Assouma Amadou Bachirou représentant le ministère public a dans ses réquisitions, fait remarquer que le dernier rapport sexuel que l’accusé a eu avec la victime remonte au 2 avril 2015 même si ce dernier ne le reconnait pas. Pour lui, il faut trois éléments essentiels pour que le viol soit constitué. Il s’agit d’abord du rapprochement entre un homme et une femme à travers la pénétration sexuelle, ensuite de l’emploi de la violence, de la contrainte ou de la menace et l’intention coupable qui se matérialise par la réunion des deux premiers éléments. Sur la question de la responsabilité de l’accusé, l’avocat général a relevé que l’accusé a reconnu les faits a nuancé que c’est avec le consentement de la victime. Un moyen de défense auquel l’avocat général oppose une disposition légale qui dit que le consentement d’une mineure de moins de 16 ans ne vaut pas, or en l’espèce, la victime n’avait que 12 ans. Mieux, il ajoute les déclarations de la victime qui dit avoir été forcée par l’accusé qui lui a même fermé la bouche de ses mains et l’a fait coucher sur un banc et l’âge de la victime qui est une situation aggravante du viol. Par conséquent, le viol est bien constitué à l’égard de l’accusé. Le ministère public évoquant des circonstances atténuantes pour l’accusé, a requis que la cour le déclare coupable du crime de viol sur mineure et de le condamner à 15 ans de réclusion criminelle.

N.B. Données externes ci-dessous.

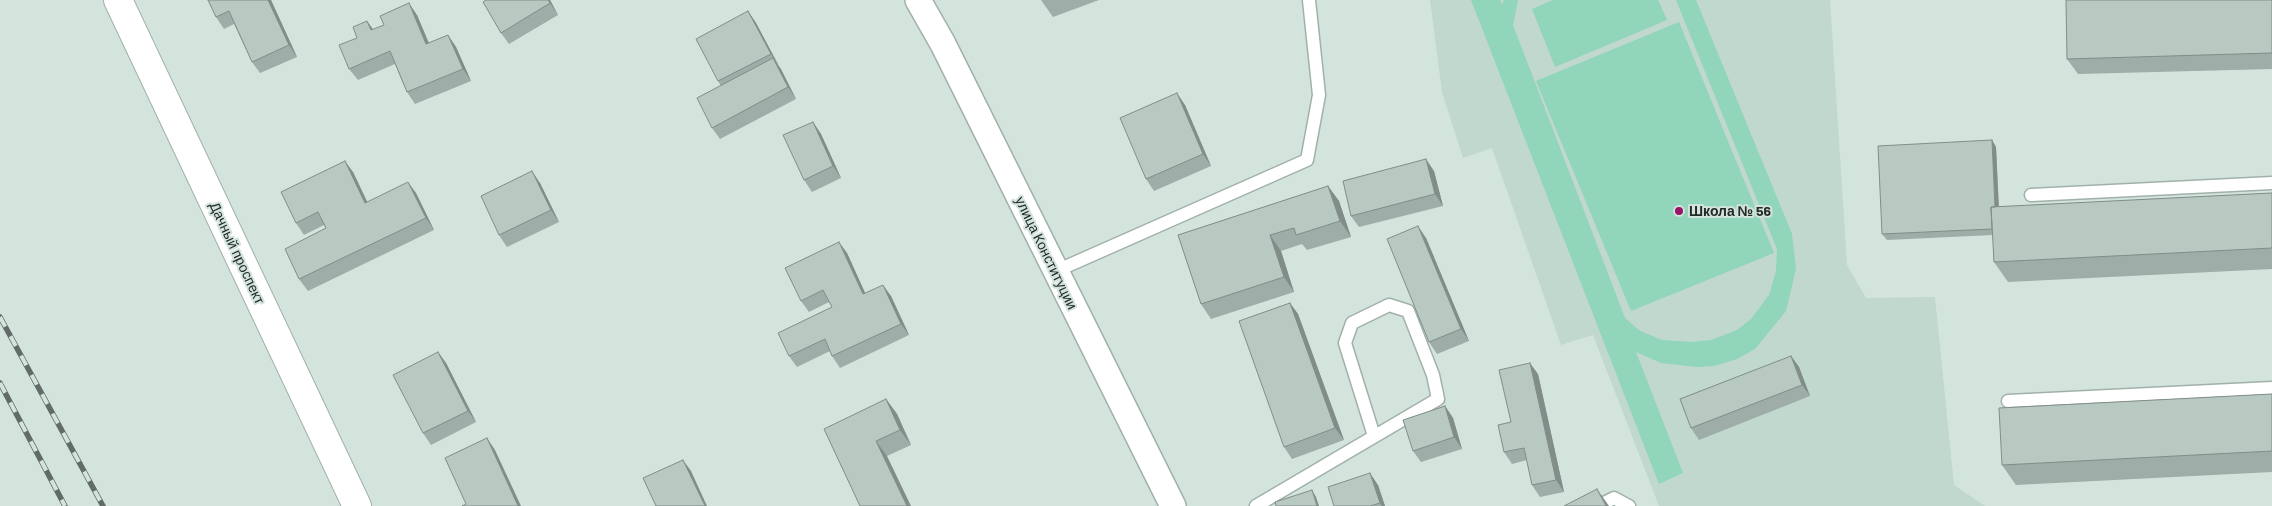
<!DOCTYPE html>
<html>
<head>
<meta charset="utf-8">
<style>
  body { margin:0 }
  canvas { display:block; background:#d3e4dd }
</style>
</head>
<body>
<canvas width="2272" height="506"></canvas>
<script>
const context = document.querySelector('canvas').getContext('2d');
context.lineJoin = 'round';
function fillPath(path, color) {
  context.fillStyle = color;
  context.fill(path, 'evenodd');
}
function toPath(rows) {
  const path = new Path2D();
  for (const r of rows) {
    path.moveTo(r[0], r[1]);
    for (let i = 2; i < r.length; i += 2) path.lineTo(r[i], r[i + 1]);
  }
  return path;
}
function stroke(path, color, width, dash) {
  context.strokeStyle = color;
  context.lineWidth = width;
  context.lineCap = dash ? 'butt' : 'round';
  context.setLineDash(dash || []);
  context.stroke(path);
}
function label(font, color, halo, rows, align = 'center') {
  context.font = font + ' Barlow,sans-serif';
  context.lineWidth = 4;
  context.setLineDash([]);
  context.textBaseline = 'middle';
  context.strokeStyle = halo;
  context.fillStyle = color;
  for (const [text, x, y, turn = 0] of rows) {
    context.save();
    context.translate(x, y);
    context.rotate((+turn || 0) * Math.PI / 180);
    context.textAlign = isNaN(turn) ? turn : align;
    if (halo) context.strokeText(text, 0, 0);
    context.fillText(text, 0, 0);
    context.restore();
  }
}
fillPath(toPath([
  [1430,0,1830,0,1847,265,1866,298,1935,297,1954,485,1985,506,1659,506,1593,335,1561,345,1492,148,1463,158,1442,92]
]), '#c0d8ce');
fillPath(toPath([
  [1471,0,1500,0,1502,5,1504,0,1518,0,1513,25,1625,318,1640,331,1662,340,1692,342,1711,340,1737,330,1751,319,1769,295,1776,271,1777,249,1676,0,1696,0,1792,234,1796,269,1786,311,1755,349,1737,359,1714,366,1697,367,1661,363,1636,352,1683,473,1659,484],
  [1553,0,1658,0,1667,20,1555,67,1532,9],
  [1679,22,1774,253,1631,311,1536,81]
]), '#91d5bb');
const service = toPath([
  [2031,195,2272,183],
  [1056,271,1307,160,1319,95,1309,0],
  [2008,401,2272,388],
  [1256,506,1438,399,1433,375,1408,311,1389,305,1352,323,1345,343,1374,436],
  [1598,506,1614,498,1629,506]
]);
const minor = toPath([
  [918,0,943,44,1173,506]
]);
const tertiary = toPath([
  [118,0,357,506]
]);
stroke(service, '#a1b1aa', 15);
stroke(minor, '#a1b1aa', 28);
stroke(tertiary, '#a1b1aa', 30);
stroke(service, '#fff', 12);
stroke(minor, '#fff', 25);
stroke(tertiary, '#fff', 28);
const rail = toPath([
  [0,317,103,506],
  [0,383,65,506]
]);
stroke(rail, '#616b67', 5.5);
stroke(rail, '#d3e4dd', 4, [11]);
fillPath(toPath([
  [208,0,271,0,297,57,260,73,252,62,234,24,224,29,216,17],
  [550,0,558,15,509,44,501,33],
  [1041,0,1099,0,1053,17],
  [2272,0,2272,69,2078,74,2067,59],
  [748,11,756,23,796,99,720,139,712,128,721,86,718,81],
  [417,15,429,43,448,35,456,47,471,81,415,104,407,92,395,64,358,80,349,69,357,38,367,21,373,30],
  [1185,105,1211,166,1154,191,1146,179],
  [813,122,821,134,841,178,812,192,804,180],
  [1992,140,1996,147,1999,207,2272,193,2272,269,2008,282,1994,262,1993,235,1887,240,1882,234],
  [1434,171,1443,206,1359,227,1351,216],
  [353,172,367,202,416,193,434,230,308,291,299,279,326,228,324,225,304,235,296,223],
  [540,183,559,222,507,247,499,235],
  [1328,186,1339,201,1351,237,1307,250,1302,244,1281,251,1294,292,1211,319,1201,304,1178,235],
  [1426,238,1469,341,1437,354,1429,342],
  [847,253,865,293,891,296,909,335,840,368,832,356,830,351,797,367,789,356,832,307,829,302,809,312,801,301],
  [1290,303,1298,314,1344,440,1292,459,1284,447],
  [438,352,446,363,476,422,431,445,423,433],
  [1791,356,1799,367,1810,396,1699,440,1691,428],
  [1538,374,1564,492,1540,497,1532,485,1527,460,1512,464,1504,452,1511,422],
  [2272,394,2272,472,2016,485,2002,465],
  [886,399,897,414,911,445,887,456,860,506],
  [1445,406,1453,418,1462,449,1421,462,1413,451],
  [1378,485,1385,506,1334,506]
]), '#9eada7');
fillPath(toPath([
  [268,0,271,0,297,57,289,45],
  [548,0,550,0,558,15],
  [409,3,417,15,434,56,426,44],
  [748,11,756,23,779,66,771,54],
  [367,21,375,32,371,30],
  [448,35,456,47,471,81,463,69],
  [773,58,781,69,796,99,788,87],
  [1177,93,1185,105,1211,166,1203,154],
  [813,122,821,134,841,178,833,166],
  [1992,140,1996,147,2000,235,1996,228],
  [1426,159,1434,171,1443,206,1435,194],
  [345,161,353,172,373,214,365,203],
  [532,171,540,183,559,222,551,210],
  [408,182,416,193,434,230,426,218],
  [1328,186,1339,201,1351,237,1340,221],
  [1418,226,1426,238,1469,341,1461,329],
  [1270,235,1281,251,1294,292,1284,277],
  [839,242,847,253,871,306,863,294],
  [883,285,891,296,909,335,901,324],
  [1290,303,1298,314,1344,440,1335,428],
  [438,352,446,363,476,422,468,411],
  [1791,356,1799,367,1810,396,1802,385],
  [1530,363,1538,374,1564,492,1556,480],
  [886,399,897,414,911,445,900,430],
  [1445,406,1453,418,1462,449,1454,437],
  [487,438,495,450,521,506,518,506],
  [876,441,887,456,911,506,907,506],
  [683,460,691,471,707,506,705,506],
  [1370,473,1378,485,1385,506,1382,506,1380,503],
  [1597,489,1609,506,1606,506],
  [1312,490,1316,497,1319,506,1317,506]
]), '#818d88');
const building = toPath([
  [208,0,268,0,289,45,252,62,229,11,216,17,208,0],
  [486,0,548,0,550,3,501,33,483,2,486,0],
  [2066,0,2272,0,2272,53,2067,59,2066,0],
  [409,3,426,44,448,35,463,69,407,92,390,51,349,69,339,45,357,38,353,27,367,21,371,30,384,25,380,16,409,3],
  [748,11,771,54,718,81,696,39,748,11],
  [773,58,788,87,712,128,697,98,773,58],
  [1177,93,1203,154,1146,179,1120,118,1177,93],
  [813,122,833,166,804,180,783,135,813,122],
  [1992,140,1995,207,1991,207,1992,229,1882,234,1878,146,1992,140],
  [1426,159,1435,194,1351,216,1343,181,1426,159],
  [345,161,365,203,408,182,426,218,299,279,285,249,326,228,318,212,296,223,281,192,345,161],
  [532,171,551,210,499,235,481,196,532,171],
  [1328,186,1340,221,1296,235,1294,228,1270,235,1284,277,1201,304,1178,235,1328,186],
  [2272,193,2272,248,1994,262,1991,207,2272,193],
  [1418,226,1461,329,1429,342,1387,239,1418,226],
  [839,242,863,294,883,285,901,324,832,356,825,339,789,356,778,333,832,307,823,290,801,301,785,268,839,242],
  [1290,303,1335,428,1284,447,1239,321,1290,303],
  [438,352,468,411,423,433,393,375,438,352],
  [1791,356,1802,385,1691,428,1680,399,1791,356],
  [1530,363,1556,480,1532,485,1524,448,1504,452,1498,425,1511,422,1499,370,1530,363],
  [2272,394,2272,451,2002,465,1999,408,2272,394],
  [886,399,900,430,876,441,907,506,860,506,824,429,886,399],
  [1445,406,1454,437,1413,451,1403,420,1445,406],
  [487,438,518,506,462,506,466,504,445,458,487,438],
  [683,460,705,506,656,506,643,478,683,460],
  [1370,473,1380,503,1370,506,1334,506,1328,487,1370,473],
  [1597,489,1606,506,1564,506,1597,489],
  [1312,490,1317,506,1276,506,1275,502,1312,490]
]);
fillPath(building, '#b8c9c2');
stroke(building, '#818d88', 1);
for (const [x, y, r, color] of [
  [1679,211,5,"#991469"]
]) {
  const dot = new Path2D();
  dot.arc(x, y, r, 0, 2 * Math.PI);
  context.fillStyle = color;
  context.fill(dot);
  stroke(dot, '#d3e4dd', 2);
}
label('bold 14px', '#242a27', '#d3e4dd', [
  ["Школа № 56",1689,211]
], 'left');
label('14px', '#242a27', '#d3e4dd', [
  ["Дачный проспект",237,253,65],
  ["улица Конституции",1046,253,64]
]);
</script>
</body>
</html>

Pour Me Nadine Dossou Sakponou, avocat de la défense, les faits sont abominables. Elle a précisé qu’il y a lieu d’observer une nette différence entre le viol et les rapports sexuels sur une mineure. Les deux ne veulent pas dire la même chose. Il y a une seule constante dans le dossier, l’accusé reconnait avoir eu des relations sexuelles avec une mineure et est resté constant de l’enquête préliminaire jusqu’à la barre. La défense s’est désolée de ce qu’il n’a pas été vérifié si la victime a effectivement passée la nuit chez l’accusé le 2 avril 2015, aucun fait ne prouve cela. Ce qui relève d’une anomalie dans le dossier, donc pas de certitude. Par conséquent, il ne peut être retenu contre son client le crime de viol mais celui d’avoir tenu des relations sexuelles avec une mineure. Me Nadine DossouSakponou a plaidé coupable et a demandé à la cour de ne pas suivre le ministère public et d’accorder  à son client la réduction de la peine du repenti.